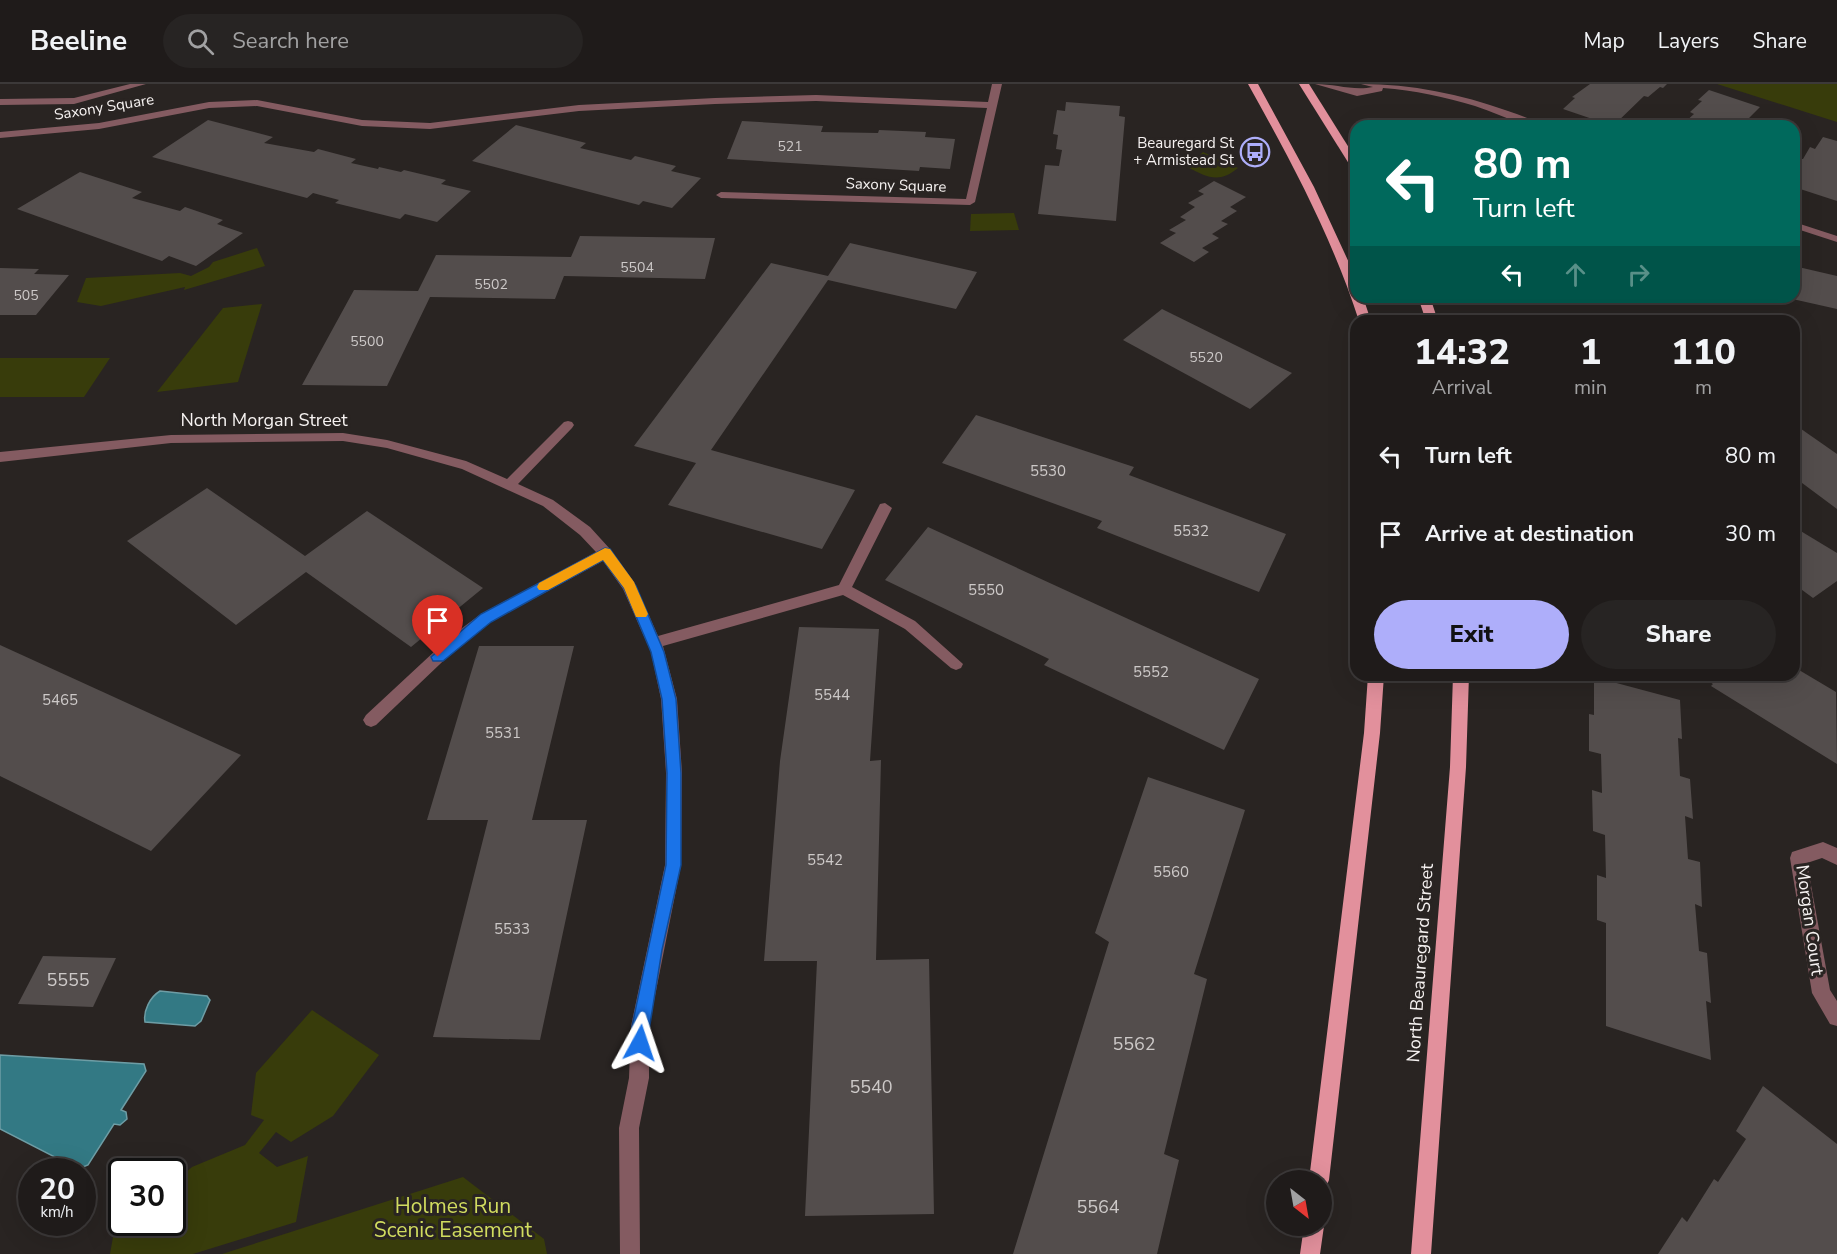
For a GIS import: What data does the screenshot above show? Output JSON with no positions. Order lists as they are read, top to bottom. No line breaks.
{"streets":{"main road":["North Beauregard Street"],"street":["Saxony Square","North Morgan Street","Morgan Court"]},"parks":["Holmes Run Scenic Easement"],"places":{"bus stop":["Beauregard St + Armistead St"]},"house_numbers":["521","5504","5502","505","5500","5520","5530","5532","5550","5552","5544","5465","5531","5542","5560","5533","5555","5562","5540","5564"],"north":"bottom right","page":{"header":"Beeline","search":"Search here","nav":["Map","Layers","Share"],"turn":["80 m","Turn left"],"eta":["14:32","Arrival","1","min","110","m"],"list":[{"name":"Turn left","value":"80 m"},{"name":"Arrive at destination","value":"30 m"}],"buttons":["Exit","Share"],"speed":"20 km/h","limit":"30"}}
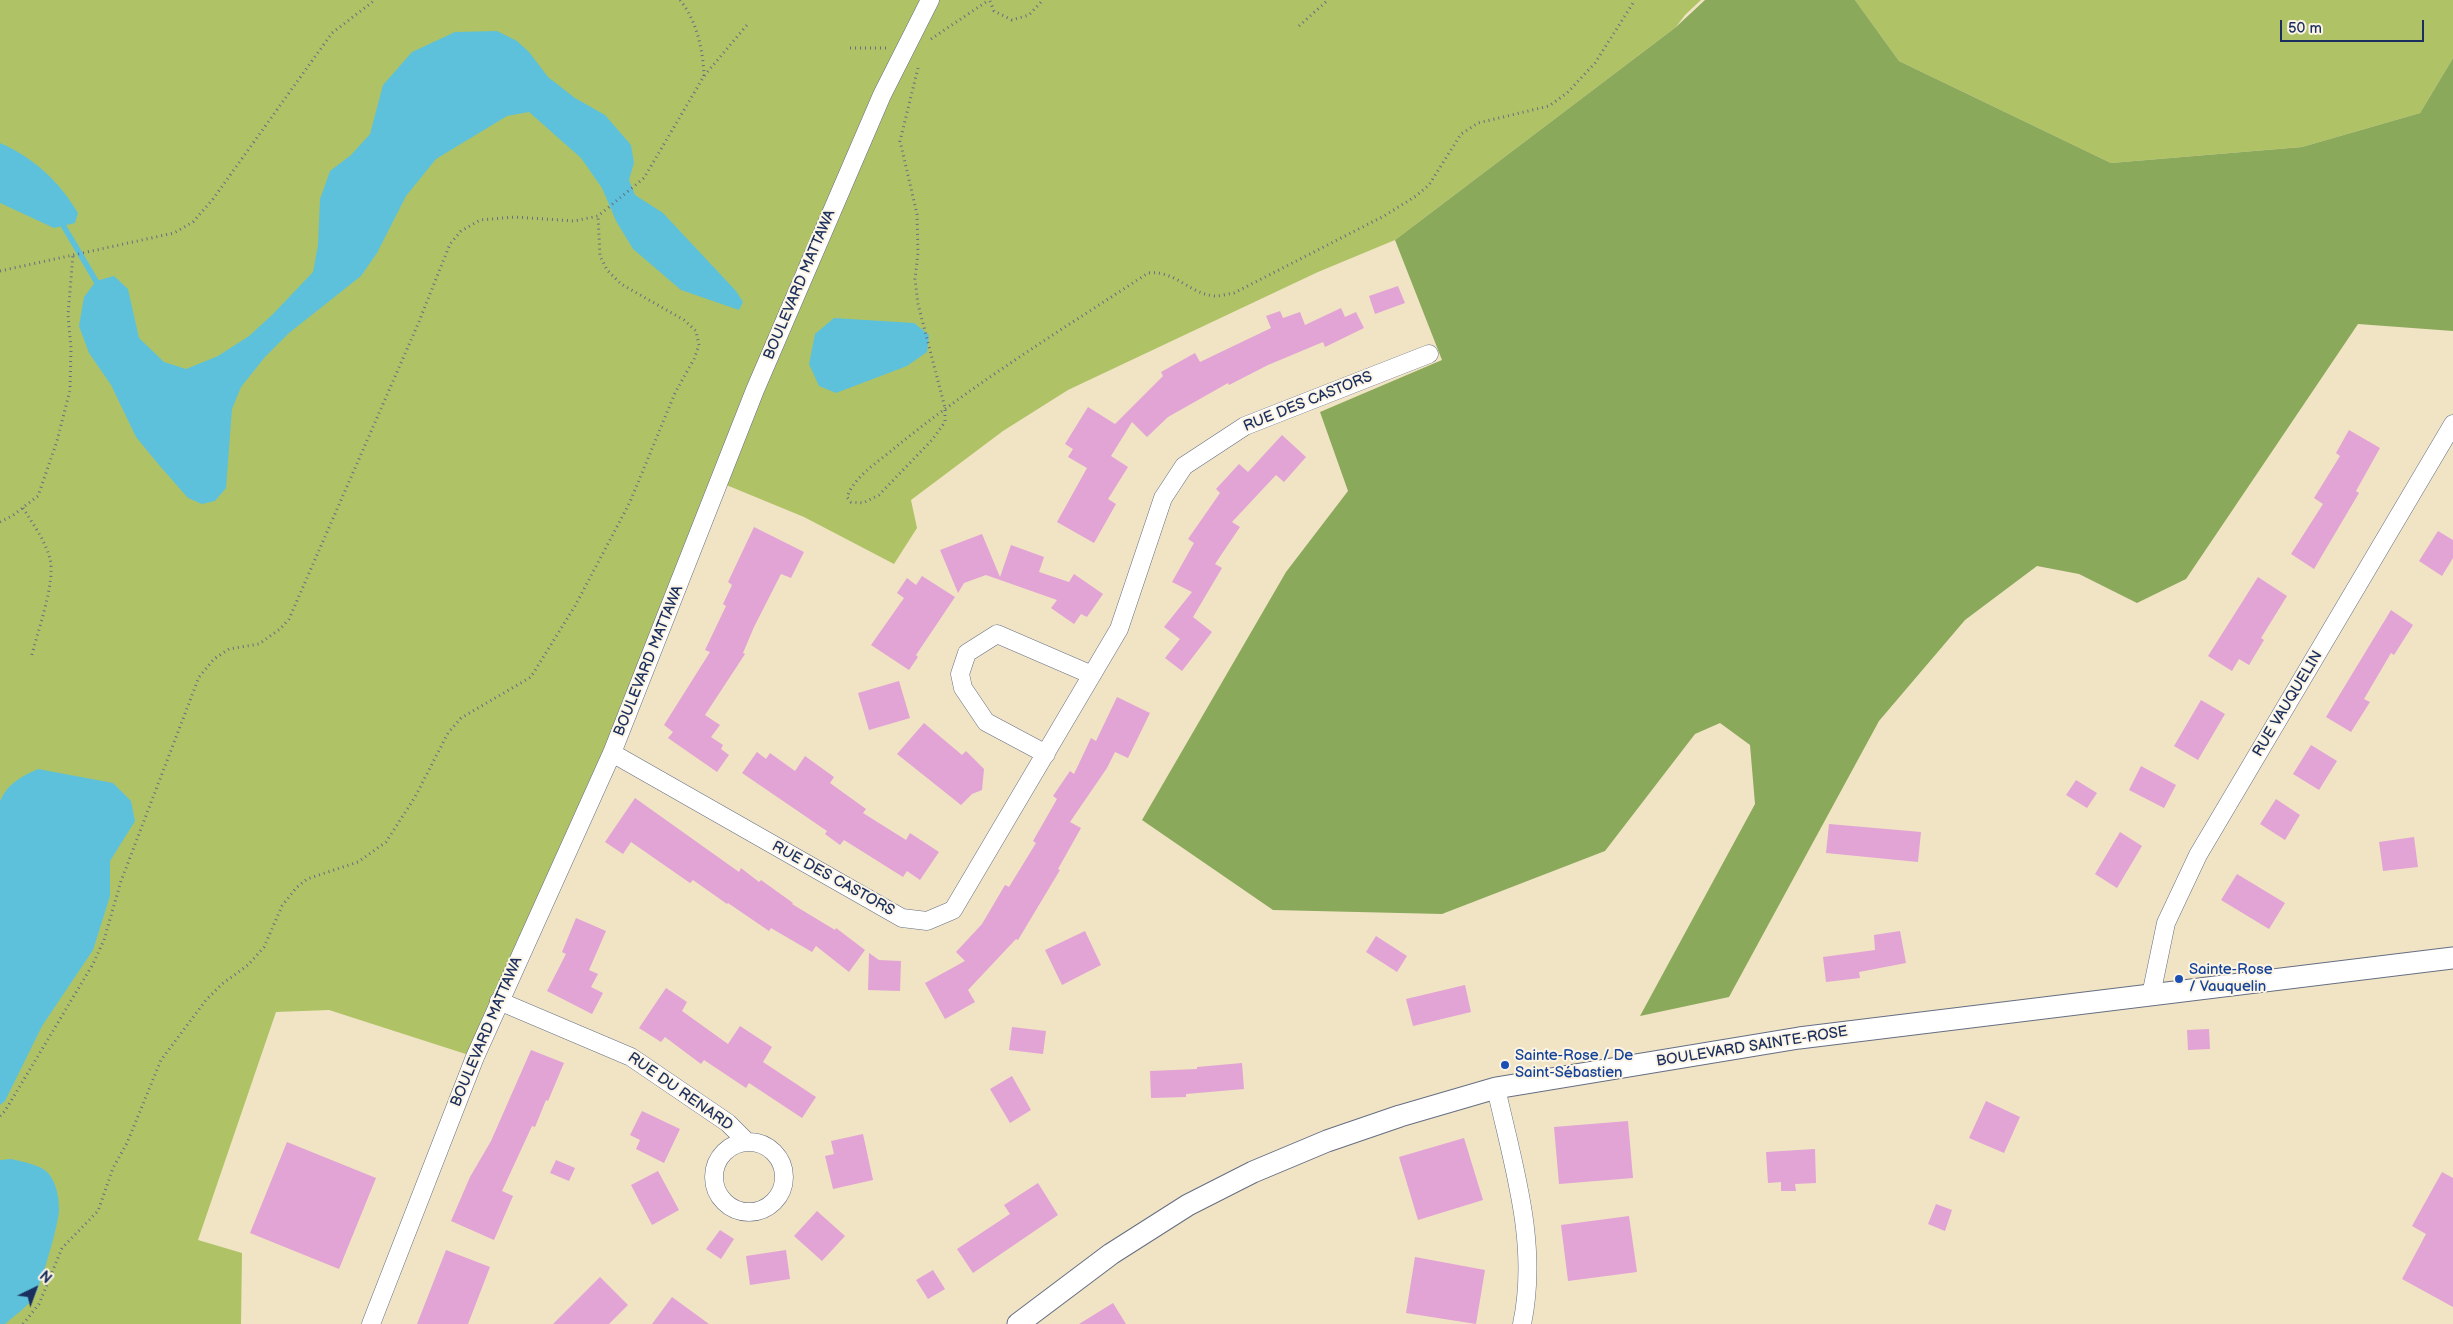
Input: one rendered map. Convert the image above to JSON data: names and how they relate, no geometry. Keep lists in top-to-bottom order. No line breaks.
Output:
{"streets":{"street":["BOULEVARD MATTAWA","RUE DES CASTORS","RUE VAUQUELIN","BOULEVARD SAINTE-ROSE","RUE DU RENARD"]},"crossings":[["BOULEVARD MATTAWA","RUE DES CASTORS"],["BOULEVARD MATTAWA","RUE DU RENARD"],["RUE VAUQUELIN","BOULEVARD SAINTE-ROSE"]],"places":["Sainte-Rose / Vauquelin","Sainte-Rose / De Saint-Sébastien"],"scale_bar":"50 m","north":"top right"}
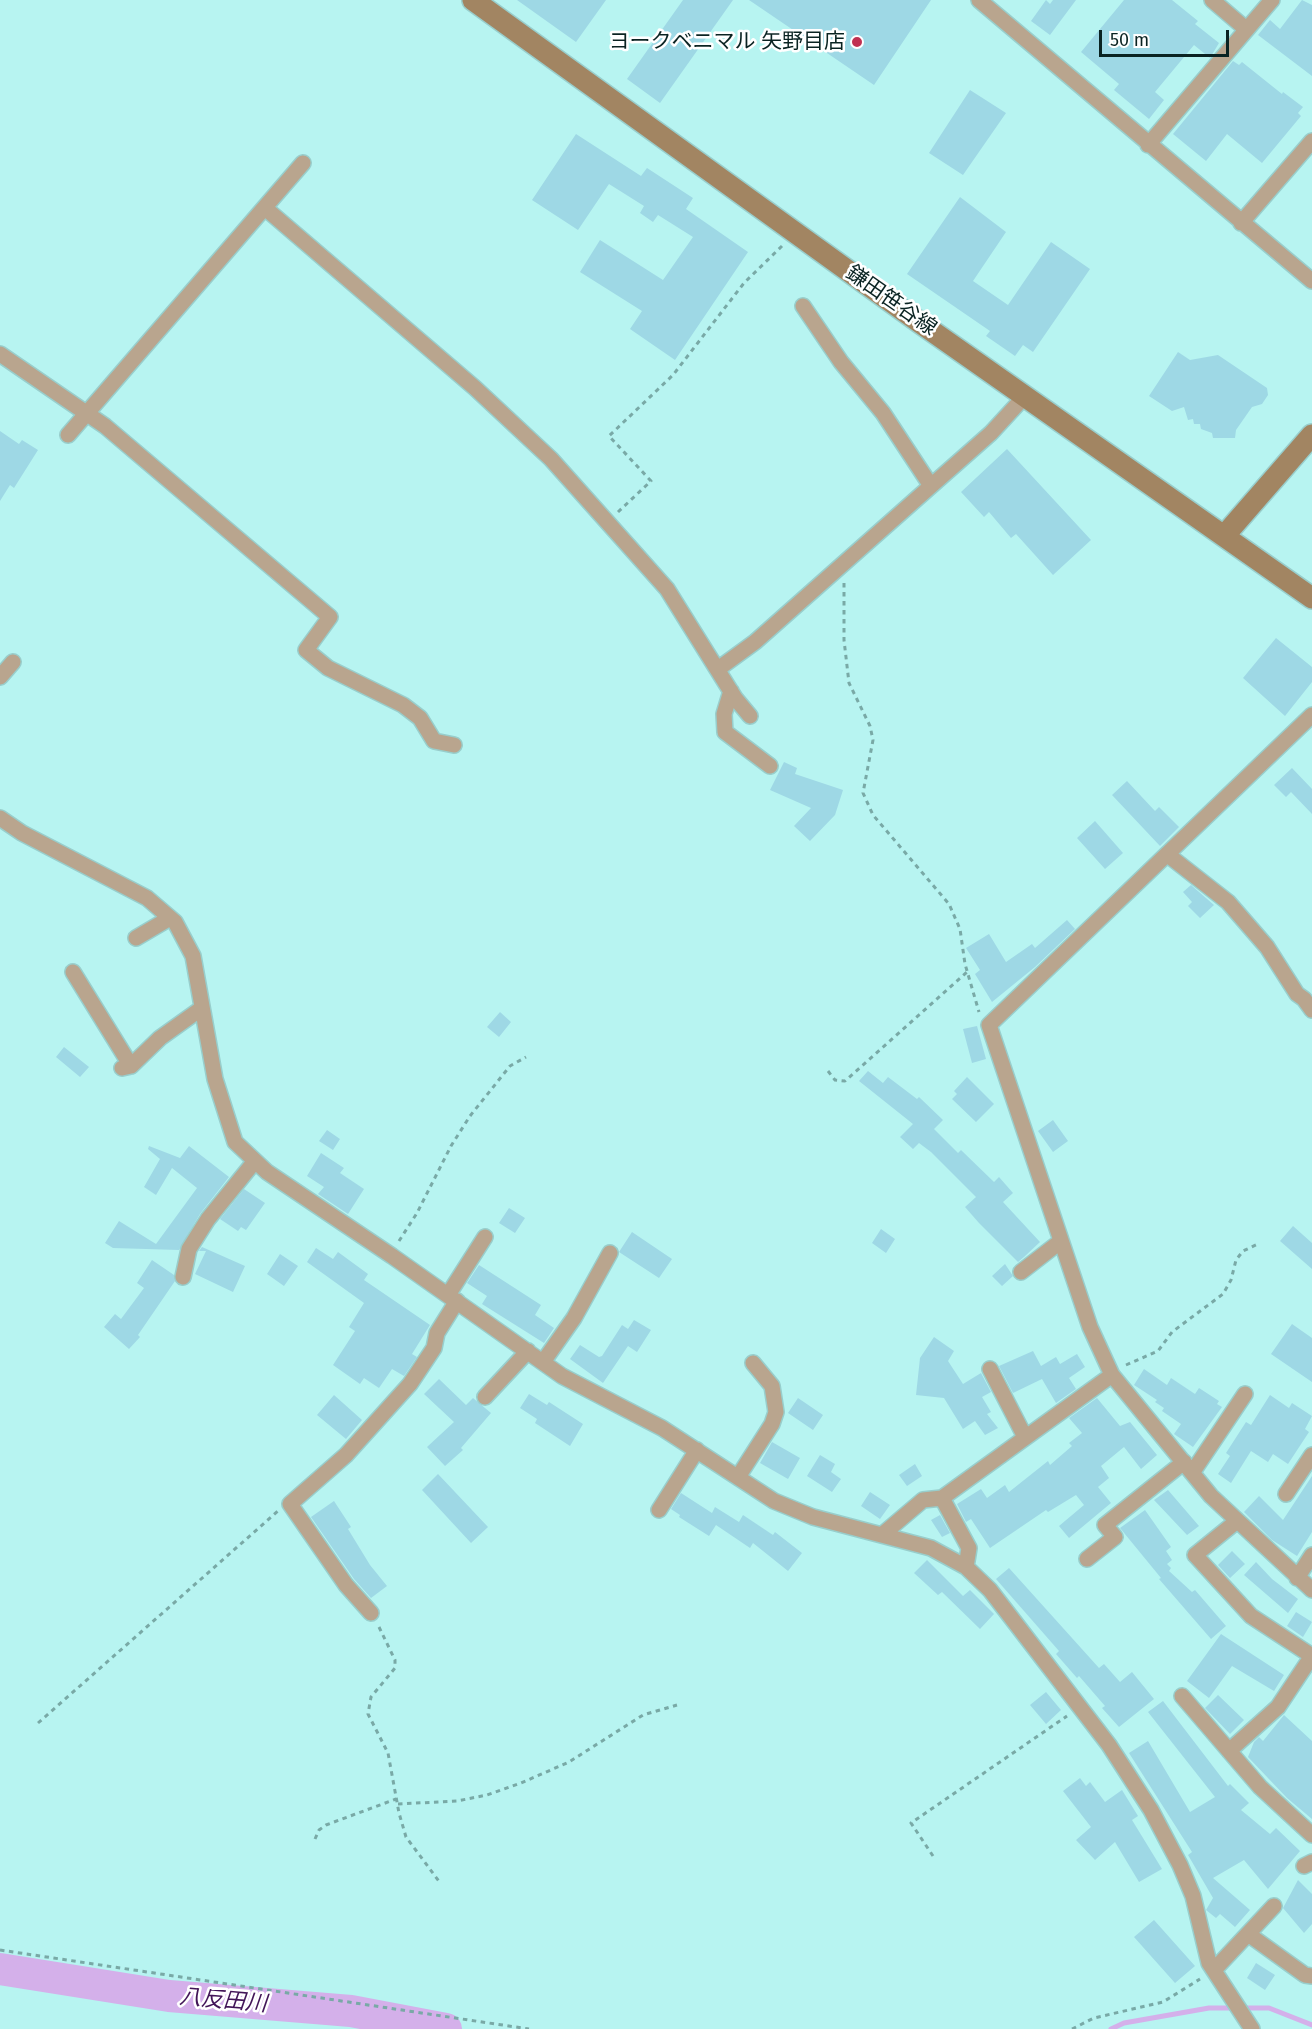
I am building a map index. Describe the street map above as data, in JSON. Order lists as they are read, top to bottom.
====================
## What you need to do:
Your answer must restate the entries word for word and contain no pictures.

## Task solution:
For a GIS import: What data does the screenshot above show? Output JSON with no positions. Order lists as they are read, top to bottom. No line breaks.
{"streets":{"main road":["North Beauregard Street"],"street":["Saxony Square","North Morgan Street","Morgan Court"]},"parks":["Holmes Run Scenic Easement"],"places":{"bus stop":["Beauregard St + Armistead St"]},"house_numbers":["521","5504","5502","505","5500","5520","5530","5532","5550","5552","5544","5465","5531","5542","5560","5533","5555","5562","5540","5564"],"north":"bottom right","page":{"header":"Beeline","search":"Search here","nav":["Map","Layers","Share"],"turn":["80 m","Turn left"],"eta":["14:32","Arrival","1","min","110","m"],"list":[{"name":"Turn left","value":"80 m"},{"name":"Arrive at destination","value":"30 m"}],"buttons":["Exit","Share"],"speed":"20 km/h","limit":"30"}}
Input: one rendered map. Convert the image above to JSON data: names and how they relate, no geometry. Keep lists in top-to-bottom order. No line breaks.
Output:
{"streets":{"street":["BOULEVARD MATTAWA","RUE DES CASTORS","RUE VAUQUELIN","BOULEVARD SAINTE-ROSE","RUE DU RENARD"]},"crossings":[["BOULEVARD MATTAWA","RUE DES CASTORS"],["BOULEVARD MATTAWA","RUE DU RENARD"],["RUE VAUQUELIN","BOULEVARD SAINTE-ROSE"]],"places":["Sainte-Rose / Vauquelin","Sainte-Rose / De Saint-Sébastien"],"scale_bar":"50 m","north":"top right"}
I am building a map index. Describe the street map above as data, in JSON. Order lists as they are read, top to bottom.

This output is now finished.